To: tejek who wrote (5782)6/21/2011 7:53:07 PM
From: TimF1 Recommendation  Respond to of 7936
 
Stimulus in the form of infrastructure improvements and research will create jobs.

It certainly will. And paying for it will destroy jobs. (Even the spending itself shifts resources and so destroys some jobs, if not directly as many as it creates).

It also takes a long time to get going, and while research and infrastructure are important, a lot of the spending in these areas gets wasted.

The non-wasted spending can produce useful things that help the economy, but that help isn't as a stimulus, its not that we are spending money to hire people. Hiring people, spending money, those things are costs not benefits. The benefit is the new bridge, or the repaired roads, or the new scientific knowledge.

That's an important role for gov't. Its what the Asian countries do very well.

The Japanese spent massively on infrastructure for decades, and have had poor economic performance. In China, which can invest cheaper, which doesn't have a shrinking population, and which is starting out less developed, such projects make more sense but a lot of the resources get wasted, and a lot of what does get built does little for the average Chinese person (who for example can't afford to normally ride the high speed rail).

But there is a problem......due to nearly non stop warring for the past 20 years, too many revenues have been diverted for war efforts that should have been spent on this country.

Non security related government spending has been growing quickly for the last twenty years and longer. It is still doing so.

Defense has over the decades decline as a percentage of GDP, and as a percentage of government spending. The idea that non-military government spending has been starved of funding is laughable.
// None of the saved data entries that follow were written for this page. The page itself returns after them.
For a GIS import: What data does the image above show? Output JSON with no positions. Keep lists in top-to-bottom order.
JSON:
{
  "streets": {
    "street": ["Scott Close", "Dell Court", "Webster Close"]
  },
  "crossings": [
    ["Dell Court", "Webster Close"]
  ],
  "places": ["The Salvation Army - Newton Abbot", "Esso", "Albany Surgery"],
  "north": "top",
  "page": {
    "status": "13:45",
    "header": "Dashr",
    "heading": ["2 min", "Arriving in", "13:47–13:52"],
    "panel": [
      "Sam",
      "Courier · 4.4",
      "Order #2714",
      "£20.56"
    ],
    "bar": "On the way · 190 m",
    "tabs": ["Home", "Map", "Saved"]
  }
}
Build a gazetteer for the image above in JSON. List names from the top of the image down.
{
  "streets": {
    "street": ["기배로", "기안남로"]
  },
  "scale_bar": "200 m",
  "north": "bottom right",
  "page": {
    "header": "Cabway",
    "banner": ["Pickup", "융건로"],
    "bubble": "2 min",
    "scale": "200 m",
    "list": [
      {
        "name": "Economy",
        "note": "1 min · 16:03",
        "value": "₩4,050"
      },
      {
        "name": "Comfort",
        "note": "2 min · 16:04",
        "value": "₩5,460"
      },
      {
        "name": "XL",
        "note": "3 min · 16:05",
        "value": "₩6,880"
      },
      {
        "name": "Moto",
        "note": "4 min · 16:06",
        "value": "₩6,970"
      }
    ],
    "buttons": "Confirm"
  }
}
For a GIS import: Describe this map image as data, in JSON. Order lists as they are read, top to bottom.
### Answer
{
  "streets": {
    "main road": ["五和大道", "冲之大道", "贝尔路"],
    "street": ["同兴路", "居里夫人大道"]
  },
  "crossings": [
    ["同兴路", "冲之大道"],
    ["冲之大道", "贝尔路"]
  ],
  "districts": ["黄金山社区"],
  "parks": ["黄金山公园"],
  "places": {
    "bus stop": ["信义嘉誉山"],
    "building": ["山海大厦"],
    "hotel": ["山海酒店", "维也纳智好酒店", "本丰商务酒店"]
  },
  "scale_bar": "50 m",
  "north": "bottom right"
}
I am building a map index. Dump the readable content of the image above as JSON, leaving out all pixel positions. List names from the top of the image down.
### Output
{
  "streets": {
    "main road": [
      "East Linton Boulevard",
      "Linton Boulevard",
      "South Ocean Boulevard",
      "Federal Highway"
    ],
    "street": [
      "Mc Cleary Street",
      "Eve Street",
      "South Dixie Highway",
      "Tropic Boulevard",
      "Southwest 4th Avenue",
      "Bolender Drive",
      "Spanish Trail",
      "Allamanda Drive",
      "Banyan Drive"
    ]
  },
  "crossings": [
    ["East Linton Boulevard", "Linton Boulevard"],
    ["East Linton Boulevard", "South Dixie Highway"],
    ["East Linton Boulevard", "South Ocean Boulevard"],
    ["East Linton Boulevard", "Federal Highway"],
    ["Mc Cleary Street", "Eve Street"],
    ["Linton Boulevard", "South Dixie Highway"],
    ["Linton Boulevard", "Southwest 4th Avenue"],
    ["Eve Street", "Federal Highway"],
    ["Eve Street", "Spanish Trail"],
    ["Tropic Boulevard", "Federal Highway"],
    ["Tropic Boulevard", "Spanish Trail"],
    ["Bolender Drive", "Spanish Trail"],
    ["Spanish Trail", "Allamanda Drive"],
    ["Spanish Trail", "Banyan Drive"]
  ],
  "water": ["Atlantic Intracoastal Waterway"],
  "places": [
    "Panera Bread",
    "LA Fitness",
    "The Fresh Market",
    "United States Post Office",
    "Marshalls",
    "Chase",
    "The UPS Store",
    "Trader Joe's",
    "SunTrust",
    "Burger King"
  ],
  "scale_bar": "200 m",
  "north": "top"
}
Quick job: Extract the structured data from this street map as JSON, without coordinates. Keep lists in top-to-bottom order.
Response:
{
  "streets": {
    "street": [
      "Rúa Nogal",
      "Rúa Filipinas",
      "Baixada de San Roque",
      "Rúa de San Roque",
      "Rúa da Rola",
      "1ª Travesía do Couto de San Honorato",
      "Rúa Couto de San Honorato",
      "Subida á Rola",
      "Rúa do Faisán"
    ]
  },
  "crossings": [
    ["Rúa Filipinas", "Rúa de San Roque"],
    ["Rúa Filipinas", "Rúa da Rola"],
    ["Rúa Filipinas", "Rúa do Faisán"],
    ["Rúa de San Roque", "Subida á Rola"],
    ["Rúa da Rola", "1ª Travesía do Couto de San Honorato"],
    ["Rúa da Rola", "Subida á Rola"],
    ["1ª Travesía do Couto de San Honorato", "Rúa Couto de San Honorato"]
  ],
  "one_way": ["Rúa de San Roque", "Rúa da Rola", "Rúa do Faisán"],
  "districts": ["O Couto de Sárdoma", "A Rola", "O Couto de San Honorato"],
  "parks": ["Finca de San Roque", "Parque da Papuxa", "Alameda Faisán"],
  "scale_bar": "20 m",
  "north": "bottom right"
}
As for Canada their doing relatively better than the US didn't start with the financial crisis, and recession, it started long before that, when they started to reign in their government spending.



To: tejek who wrote (5782)7/29/2011 5:15:41 PM
From: TimF1 Recommendation  Respond to of 7936
 
Power Imbalance: The Difference Between Liberal and Libertarian Philosophy
Jun. 24 2011 - 3:09 pm

Warren Meyer
Coyote Den

Earlier this week, New York Times columnist and Princeton professor Paul Krugman argued that folks on the Left were better able to accurately reiterate competing (ie conservative or libertarian) economic and political positions than, say, the Right could outline the liberal position.

We will leave aside issues we might have with a Nobel Prize winning economist making such sweeping statements based on absolutely no facts. To a large extent, Krugman’s conceit is just part and parcel of the liberal hubris that they are smarter, better educated, and more empathetic than their political opponents (a conceit that is actually philosophically necessary for these former 1960's anti-authoritarians to convince themselves they are justified in swinging the heavy club of the state).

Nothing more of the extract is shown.